Salí del Reclusorio Varonil y el sol radiante del mediodía de la Ciudad de México me dio de lleno en el rostro, calentando mi piel. Respiré hondo, llenando mis pulmones a su máxima capacidad. El aire estaba pesado por el esmog capitalino, sí, pero a mí me supo a pura gloria y libertad.
Caminé con paso firme hacia el sedán negro brillante que la empresa me había asignado. Desactivé la alarma, me senté en el cómodo asiento de piel, encendí el motor y arranqué, dejando la prisión atrás en el espejo retrovisor.
Había llorado amargamente durante un año entero sobre unas cenizas falsas, arrastrándome por los rincones como una sombra deprimida y patética. Pero el fuego incandescente de la traición que intentó quemarme por completo, terminó fundiéndome y forjándome en acero puro. Ya no había engaños en mi vida. Ya no había mentiras venenosas ocultas en agendas negras de cuero, ni reuniones secretas de cobardes en lujosas torres de cristal.

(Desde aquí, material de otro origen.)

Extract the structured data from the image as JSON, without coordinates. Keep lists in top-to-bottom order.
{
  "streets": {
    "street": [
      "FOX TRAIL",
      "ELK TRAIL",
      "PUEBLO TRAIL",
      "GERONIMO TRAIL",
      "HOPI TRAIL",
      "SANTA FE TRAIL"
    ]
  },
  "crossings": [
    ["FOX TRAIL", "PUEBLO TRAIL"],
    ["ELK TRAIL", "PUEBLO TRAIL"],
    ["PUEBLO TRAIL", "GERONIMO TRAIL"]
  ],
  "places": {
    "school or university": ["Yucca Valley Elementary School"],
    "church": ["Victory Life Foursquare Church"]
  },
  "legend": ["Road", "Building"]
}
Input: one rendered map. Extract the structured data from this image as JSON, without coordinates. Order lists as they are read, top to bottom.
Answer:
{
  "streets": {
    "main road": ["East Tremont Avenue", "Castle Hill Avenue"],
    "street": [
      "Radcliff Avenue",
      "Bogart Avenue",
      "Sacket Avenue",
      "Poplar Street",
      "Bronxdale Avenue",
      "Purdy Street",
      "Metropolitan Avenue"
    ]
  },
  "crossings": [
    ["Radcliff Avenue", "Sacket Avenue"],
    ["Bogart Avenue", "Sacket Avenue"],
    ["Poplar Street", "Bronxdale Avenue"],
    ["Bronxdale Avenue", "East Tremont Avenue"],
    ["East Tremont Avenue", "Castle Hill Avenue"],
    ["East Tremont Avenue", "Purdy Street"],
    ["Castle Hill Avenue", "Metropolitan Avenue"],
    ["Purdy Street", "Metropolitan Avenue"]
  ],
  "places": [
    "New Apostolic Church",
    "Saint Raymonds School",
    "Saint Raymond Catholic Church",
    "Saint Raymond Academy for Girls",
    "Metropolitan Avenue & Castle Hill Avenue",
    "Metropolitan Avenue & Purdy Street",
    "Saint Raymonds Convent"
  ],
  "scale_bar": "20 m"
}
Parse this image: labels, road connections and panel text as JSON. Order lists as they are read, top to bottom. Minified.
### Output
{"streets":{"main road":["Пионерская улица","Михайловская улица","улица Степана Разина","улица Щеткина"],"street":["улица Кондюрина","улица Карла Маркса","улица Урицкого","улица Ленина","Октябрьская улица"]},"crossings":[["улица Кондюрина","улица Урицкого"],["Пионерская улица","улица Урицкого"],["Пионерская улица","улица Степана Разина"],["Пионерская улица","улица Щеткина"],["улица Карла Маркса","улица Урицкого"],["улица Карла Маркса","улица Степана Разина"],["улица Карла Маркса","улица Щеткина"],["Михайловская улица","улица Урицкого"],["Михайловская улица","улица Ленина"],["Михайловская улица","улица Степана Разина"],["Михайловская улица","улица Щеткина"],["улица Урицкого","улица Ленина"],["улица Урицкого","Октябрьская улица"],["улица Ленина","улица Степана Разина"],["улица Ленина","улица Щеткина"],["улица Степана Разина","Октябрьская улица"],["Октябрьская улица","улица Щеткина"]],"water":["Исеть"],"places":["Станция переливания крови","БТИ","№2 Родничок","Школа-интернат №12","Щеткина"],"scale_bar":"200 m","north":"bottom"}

Ahora, yo era la única dueña de mi propio destino. Había sobrevivido al peor de los infiernos y había emergido victoriosa, con las riendas de mi vida en mis propias manos. Y pobre de aquel idiota ingenuo que intentara volver a cruzar mi camino con mentiras o malas intenciones, porque la Lucía débil, inocente, llorona y sumisa… esa sí que estaba m*erta y bien enterrada en el panteón del olvido.